---- Source data
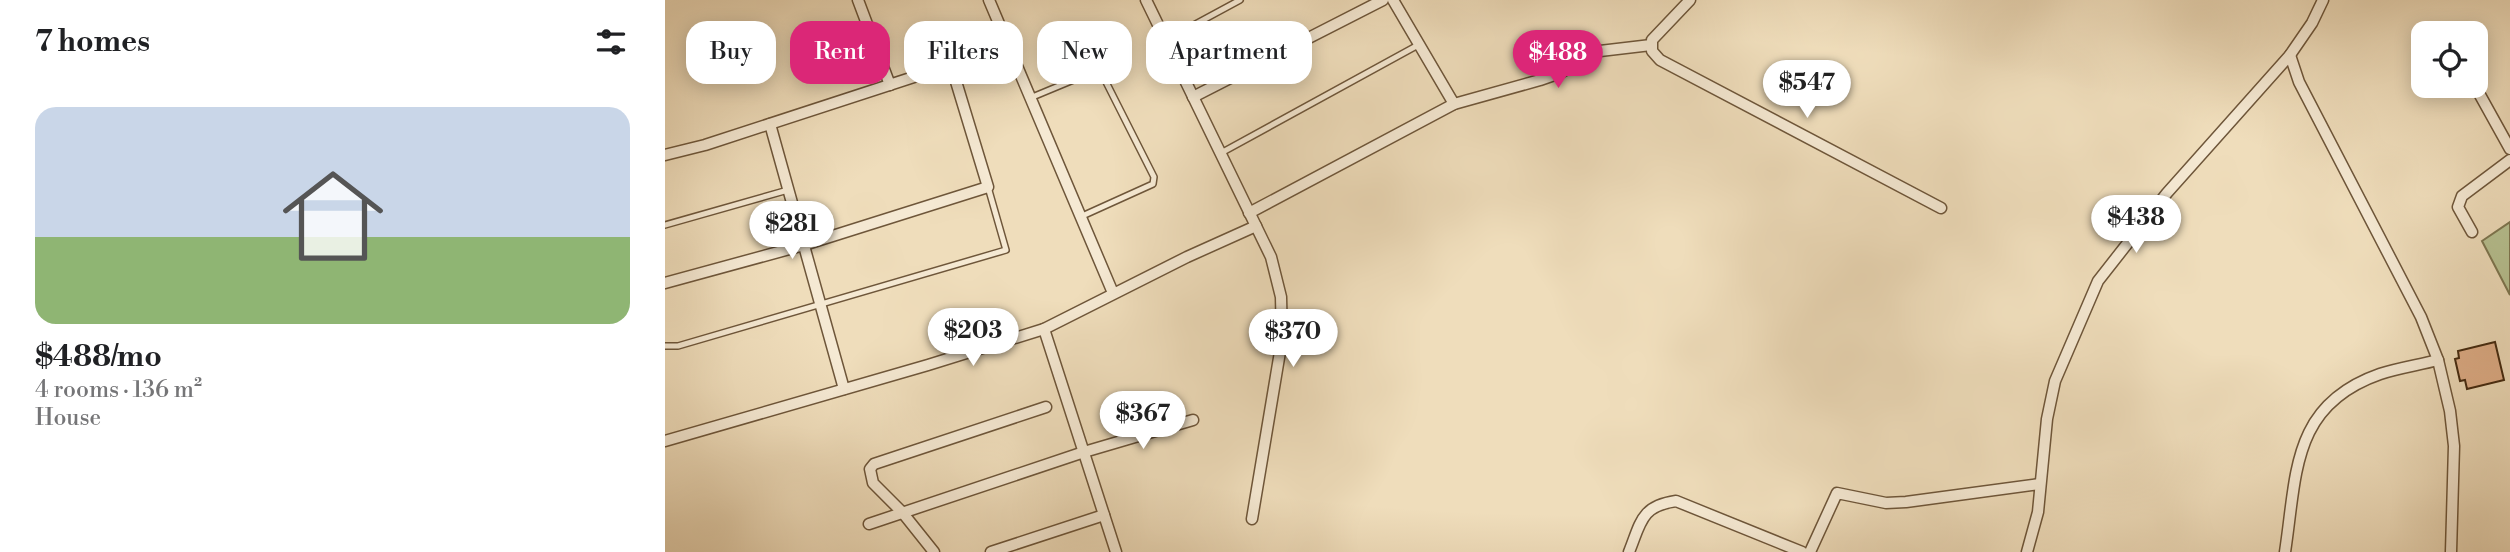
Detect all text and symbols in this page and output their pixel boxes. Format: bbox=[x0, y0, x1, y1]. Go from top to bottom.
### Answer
chip: Buy bbox=[686, 21, 776, 84]
chip: Rent bbox=[790, 21, 890, 84]
chip: Filters bbox=[904, 21, 1023, 84]
chip: New bbox=[1037, 21, 1132, 84]
chip: Apartment bbox=[1146, 21, 1312, 84]
map controls bbox=[2411, 21, 2488, 98]
button: locate bbox=[2411, 21, 2488, 98]
text: 7 homes bbox=[35, 23, 150, 61]
icon: filters bbox=[592, 23, 630, 61]
pin: $488 bbox=[1517, 31, 1599, 90]
text: $488 bbox=[1529, 39, 1587, 67]
pin: $547 bbox=[1766, 60, 1848, 120]
text: $547 bbox=[1779, 69, 1835, 97]
icon: home bbox=[270, 153, 396, 279]
pin: $438 bbox=[2095, 196, 2177, 255]
pin: $281 bbox=[751, 202, 833, 261]
text: $438 bbox=[2107, 204, 2165, 232]
text: $281 bbox=[765, 210, 819, 238]
pin: $203 bbox=[932, 308, 1014, 368]
pin: $370 bbox=[1252, 310, 1334, 369]
text: $203 bbox=[944, 317, 1002, 345]
text: $370 bbox=[1265, 318, 1321, 346]
text: $488/mo bbox=[35, 338, 162, 376]
text: 4 rooms · 136 m² bbox=[35, 376, 202, 404]
pin: $367 bbox=[1102, 392, 1184, 451]
text: $367 bbox=[1116, 400, 1170, 428]
text: House bbox=[35, 404, 101, 432]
--------
Task goal: Each record above is to be returned unchanged, while any picture it holds stays out.

Expected answer:
Detect all text and symbols in this page and output their pixel boxes. Format: bbox=[x0, y0, x1, y1]. Go from top to bottom.
### Answer
chip: Buy bbox=[686, 21, 776, 84]
chip: Rent bbox=[790, 21, 890, 84]
chip: Filters bbox=[904, 21, 1023, 84]
chip: New bbox=[1037, 21, 1132, 84]
chip: Apartment bbox=[1146, 21, 1312, 84]
map controls bbox=[2411, 21, 2488, 98]
button: locate bbox=[2411, 21, 2488, 98]
text: 7 homes bbox=[35, 23, 150, 61]
icon: filters bbox=[592, 23, 630, 61]
pin: $488 bbox=[1517, 31, 1599, 90]
text: $488 bbox=[1529, 39, 1587, 67]
pin: $547 bbox=[1766, 60, 1848, 120]
text: $547 bbox=[1779, 69, 1835, 97]
icon: home bbox=[270, 153, 396, 279]
pin: $438 bbox=[2095, 196, 2177, 255]
pin: $281 bbox=[751, 202, 833, 261]
text: $438 bbox=[2107, 204, 2165, 232]
text: $281 bbox=[765, 210, 819, 238]
pin: $203 bbox=[932, 308, 1014, 368]
pin: $370 bbox=[1252, 310, 1334, 369]
text: $203 bbox=[944, 317, 1002, 345]
text: $370 bbox=[1265, 318, 1321, 346]
text: $488/mo bbox=[35, 338, 162, 376]
text: 4 rooms · 136 m² bbox=[35, 376, 202, 404]
pin: $367 bbox=[1102, 392, 1184, 451]
text: $367 bbox=[1116, 400, 1170, 428]
text: House bbox=[35, 404, 101, 432]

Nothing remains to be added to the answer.